Green-Ellis hoping to kickstart run game against former team


The last time Cincinnati played New England was in 2010, before nearly three-fourths of the players on the current Bengals roster had joined the team.

Two of those players, running back BenJarvus Green-Ellis and kick/punt returner Brandon Tate, were Patriots at the time, so Sunday’s game at Paul Brown Stadium will be their first chance to go against their former team.

“It’s just another team we have to prepare for,” Green-Ellis said. “The only difference is I know some of the guys and they know me as well. I’m good friends with 10-20 guys over there. We still talk from time to time, holidays. It’s not just a business relationship, we had a personal relationship. But Sunday is business.”

Thus far in 2013, business has not been good for Green-Ellis, who is averaging 2.7 yards per carry and has been stopped on a few key short-yardage plays, including the fourth-and-1 on the Cleveland 7 last week.

But he’s not alone. The entire running game has struggled, averaging 83.8 yards per game, which ranks 22nd in the NFL.

The running attack got off to a slow start in 2012 as well before finding a rhythm in the second half of the regular season and guiding the Bengals to a 7-1 record and a wild-card berth.

But even with all 11 starters back on offense and a new, dynamic weapon in rookie running back Giovani Bernard, the production has plummeted. Bernard is averaging 4.6 yards per rush, but he’s being handed the ball only eight times per game.

“We probably have to stick with it a little more,” offensive coordinator Jay Gruden said. “We haven’t done a very good job of popping any big ones, haven’t gotten the big 9-, 10-, 12-, 15-yard runs, and that’s something we’ve got to try to grow to.”

The inability to run the ball effectively has had ripple effects through the offense as opponents are able to move more defenders out of the box and into coverage.

Left tackle Andrew Whitworth said no one’s confidence has been shaken by the slow start, and that a little patience will go a long way in rectifying the issue.

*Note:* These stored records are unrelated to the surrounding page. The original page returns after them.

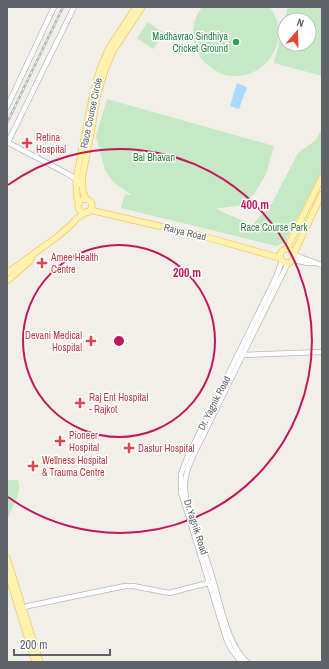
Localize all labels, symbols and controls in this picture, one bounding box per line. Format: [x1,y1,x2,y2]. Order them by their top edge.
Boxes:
north arrow [277,12,317,52]
text: N [295,15,306,30]
place label: Madhavrao Sindhiya Cricket Ground [152,30,228,55]
marker: Madhavrao Sindhiya Cricket Ground [231,37,241,47]
street label: Race Course Circle [77,76,105,149]
place label: Retina Hospital [36,131,66,156]
marker: Retina Hospital [21,137,33,149]
park label: Bal Bhavan [133,151,175,164]
text: 400 m [241,197,269,213]
street label: Raiya Road [162,220,208,244]
park label: Race Course Park [241,221,308,234]
place label: Amee Health Centre [50,251,98,276]
marker: Amee Health Centre [36,257,48,269]
text: 200 m [173,265,201,281]
place label: Devani Medical Hospital [25,329,82,354]
centre of rings [112,334,126,348]
marker: Devani Medical Hospital [85,335,97,347]
street label: Dr. Yagnik Road [195,374,233,432]
place label: Raj Ent Hospital - Rajkot [89,391,148,416]
marker: Raj Ent Hospital - Rajkot [74,397,86,409]
place label: Pioneer Hospital [69,429,99,454]
marker: Pioneer Hospital [54,435,66,447]
marker: Dastur Hospital [123,442,135,454]
place label: Dastur Hospital [138,442,195,455]
place label: Wellness Hospital & Trauma Centre [42,454,108,479]
marker: Wellness Hospital & Trauma Centre [27,460,39,472]
street label: Dr.Yagnik Road [181,498,211,556]
scale bar [14,631,110,657]
text: 200 m [20,637,47,653]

“Houston’s a great example,” Whitworth said. “They run it every week. They might gain three yards a play for two quarters, then they hit a quarter where they catch a 19-, a 20-, a 30- or a 40-yard run and they all of a sudden take the game over.

“The one thing about the run game is the only way to stop it once a team gets rolling is to adjust,” he continued. “And if you have to adjust, most times it means coverage-wise and you lose the good coverages you like to be in. That’s when receivers start to get open.”

New England will bring the league’s 11th-ranked run defense to town Sunday, but the Patriots will be without a big reason for that success after perennial Pro Bowl defensive tackle Vince Wilfork was placed on season-ending injured reserve on Thursday with an Achilles injury.

“Obviously they’re going to miss Vince, his leadership on and off the field, but from a football standpoint they have guys that are ready to go,” Green-Ellis said. “The guys that play behind him are doing a good job, as you can see from last week. When Vince went down, they came in the game and did a good job. So we’ll have our hands full with whoever is in there.”

The goal moving forward is to get opposing teams to say the same thing about the Bengals by getting both Green-Ellis and Bernard rolling on a more consistent basis.